November 14, 2008 8:10 AM   Subscribe

Excel-filter: I've got two sheets of data (Firstname, e-mail, lastname, customer #). I'd like to look for and remove any duplicate entries. More inside.

I'm updating our customer e-mail newsletter mailing list. No one has done this in about a year. In that year our list of 20,000 names has dwindled to about 15,000. I have that list of 15,000 with bounces and unsubscribes removed. There are a few operations I want to perform to bring the list up to speed:

-People can opt-in to our newsletter when they buy something. This flags their customer entry in the shipping/inventory software but does NOT add them to the mailing list. I pulled a list of everyone who wants to get the e-mail from the last 6 months. I just want to cross-ref this list with the existing list AND with unsubscribes to make sure they didn't get in another way or have opted out since.

There are a couple of operations that happen in there. All of them come back to the same basic principal- To look at a sheet, or two sheets, and cross ref them looking for duplicates. If there's a duplicate, delete one of them.

This seems like it should be easy but I'm having a hell of a time. A Google search brings up lots of expensive add-ons but no real advice. Excel-ers of the world: HALP!
posted by GilloD to Technology (13 answers total) 2 users marked this as a favorite
 
Can you combine the sheets for the purpose of doing this cross-check?

Then you could hit the Advanced Filter dialog and use the "Unique Records Only" checkbox to winnow out the dupes.
posted by bcwinters at 8:35 AM on November 14, 2008


The easiest way to do it in my opinion is to create a new sheet and combine both of the sheets on to it. You will want to make sure that your unique key is in column A (i.e. if you have a customer ID number, etc... If you use the name as the unique key you run the risk of deleting customers who have the same name and/or having duplicate entries due to the lack of integrity of the data entry.) Once you have done that, select Data > Filter > Advanced Filter and then click the check box next to 'Unique records only'. Once you have done that select OK and the remaining information will be unique records only. Select all and then copy and paste the information back in to your original spreadsheet and you should be good to go! Hope this helps!

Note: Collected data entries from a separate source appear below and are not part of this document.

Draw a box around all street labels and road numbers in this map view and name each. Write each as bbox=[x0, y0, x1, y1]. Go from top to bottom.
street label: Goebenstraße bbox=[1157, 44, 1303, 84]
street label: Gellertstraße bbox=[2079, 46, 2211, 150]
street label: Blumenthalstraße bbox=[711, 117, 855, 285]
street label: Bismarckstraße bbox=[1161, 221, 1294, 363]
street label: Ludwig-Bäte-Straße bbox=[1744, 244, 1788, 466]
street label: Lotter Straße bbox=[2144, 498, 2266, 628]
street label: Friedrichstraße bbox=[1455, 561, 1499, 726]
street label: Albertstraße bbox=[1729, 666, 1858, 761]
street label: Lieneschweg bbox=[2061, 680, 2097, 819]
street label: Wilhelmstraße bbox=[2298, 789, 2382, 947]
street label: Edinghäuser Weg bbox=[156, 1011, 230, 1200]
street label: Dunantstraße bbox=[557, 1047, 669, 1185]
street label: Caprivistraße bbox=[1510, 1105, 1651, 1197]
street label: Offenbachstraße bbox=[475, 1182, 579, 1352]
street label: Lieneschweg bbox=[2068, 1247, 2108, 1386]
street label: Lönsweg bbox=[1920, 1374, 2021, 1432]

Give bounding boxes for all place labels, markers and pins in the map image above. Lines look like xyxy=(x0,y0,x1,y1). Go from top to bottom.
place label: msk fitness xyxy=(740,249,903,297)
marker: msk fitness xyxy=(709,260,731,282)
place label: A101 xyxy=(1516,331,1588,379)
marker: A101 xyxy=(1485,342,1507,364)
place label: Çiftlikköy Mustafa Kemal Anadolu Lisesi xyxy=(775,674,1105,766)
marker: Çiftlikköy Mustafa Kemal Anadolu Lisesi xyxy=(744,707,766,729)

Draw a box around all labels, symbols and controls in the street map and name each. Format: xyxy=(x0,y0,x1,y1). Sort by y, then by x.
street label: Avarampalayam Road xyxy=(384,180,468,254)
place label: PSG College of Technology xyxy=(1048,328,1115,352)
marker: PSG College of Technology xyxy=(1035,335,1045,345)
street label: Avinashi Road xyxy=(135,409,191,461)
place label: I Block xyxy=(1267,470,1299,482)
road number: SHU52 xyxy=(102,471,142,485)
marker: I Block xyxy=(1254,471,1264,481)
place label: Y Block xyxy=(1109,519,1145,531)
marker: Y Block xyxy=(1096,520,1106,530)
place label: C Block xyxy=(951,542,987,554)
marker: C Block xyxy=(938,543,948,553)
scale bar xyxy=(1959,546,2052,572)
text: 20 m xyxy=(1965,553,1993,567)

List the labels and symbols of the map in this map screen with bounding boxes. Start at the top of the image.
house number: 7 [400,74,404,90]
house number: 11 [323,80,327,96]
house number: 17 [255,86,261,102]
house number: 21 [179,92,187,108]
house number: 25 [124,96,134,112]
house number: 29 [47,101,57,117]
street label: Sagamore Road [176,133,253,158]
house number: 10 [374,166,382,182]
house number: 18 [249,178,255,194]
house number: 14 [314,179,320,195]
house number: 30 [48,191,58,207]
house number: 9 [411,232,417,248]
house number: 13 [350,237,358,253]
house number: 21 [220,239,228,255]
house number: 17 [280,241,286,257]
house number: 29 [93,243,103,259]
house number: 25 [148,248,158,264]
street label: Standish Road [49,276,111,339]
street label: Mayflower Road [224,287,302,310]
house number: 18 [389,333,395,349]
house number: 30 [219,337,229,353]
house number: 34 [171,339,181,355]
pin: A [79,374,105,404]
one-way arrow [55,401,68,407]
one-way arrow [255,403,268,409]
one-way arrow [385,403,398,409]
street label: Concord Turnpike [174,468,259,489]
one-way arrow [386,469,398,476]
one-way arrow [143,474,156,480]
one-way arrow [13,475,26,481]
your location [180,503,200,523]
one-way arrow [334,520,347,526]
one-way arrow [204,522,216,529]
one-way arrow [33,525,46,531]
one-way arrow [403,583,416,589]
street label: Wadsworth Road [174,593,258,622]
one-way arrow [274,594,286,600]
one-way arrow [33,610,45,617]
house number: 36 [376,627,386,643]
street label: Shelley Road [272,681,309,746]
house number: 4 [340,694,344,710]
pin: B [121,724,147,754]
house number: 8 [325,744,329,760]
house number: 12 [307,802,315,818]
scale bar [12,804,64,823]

If you need more information on using the Advanced Filter option I suggest you read up on it here.
posted by lrkuperman at 8:41 AM on November 14, 2008


The way you find duplicates is to sort all your names. Then duplicates are right next to each other. So you scan down the sorted list, and whenever next item is the same as current item, you delete next (or emit only current), and increment current.

This is simple to do with a database (select distinct whatever) or with the linux sort command:
sort -u < inputfile > outputfile

If you insist on using excel to do this, the instructions are here: http://support.microsoft.com/kb/262277

If you expect to be frequently working with customer lists, taking the time to get them into a proper database will payoff despite the greater initial learning curve.
posted by orthogonality at 8:41 AM on November 14, 2008


The easiest way would probably be using Access.
posted by mealy-mouthed at 8:43 AM on November 14, 2008


If I understand the issue, you can solve this problem with a series of if statements and sorts.

If you want to keep the original files separate, then use a column to assign them all a unique number so that the email list members are 1-n, the existing list members are (n+1)-y, and the unsubscribes are (y+1) -z.

Now make a new file that combines the email and existing lists. Sort by whichever variable is most likely to be unique... usually e-mail address. Now create another column and write an if statement that puts a one in the cell if the variable is identical to the one above it. If you are confident that there are no data entry foibles likely to return false positives (e.g., McHenry vs Mc Henry) you could just sort out and then delete the records with the ones, but it's usually a good idea to do this a few more times with other variables (or clusters of variables, e.g., city, state and zip). If you accumulate many different columns of "ones" you can add them up, sort on the sum, and eliminate only those with "perfect" scores, looking at the others individually.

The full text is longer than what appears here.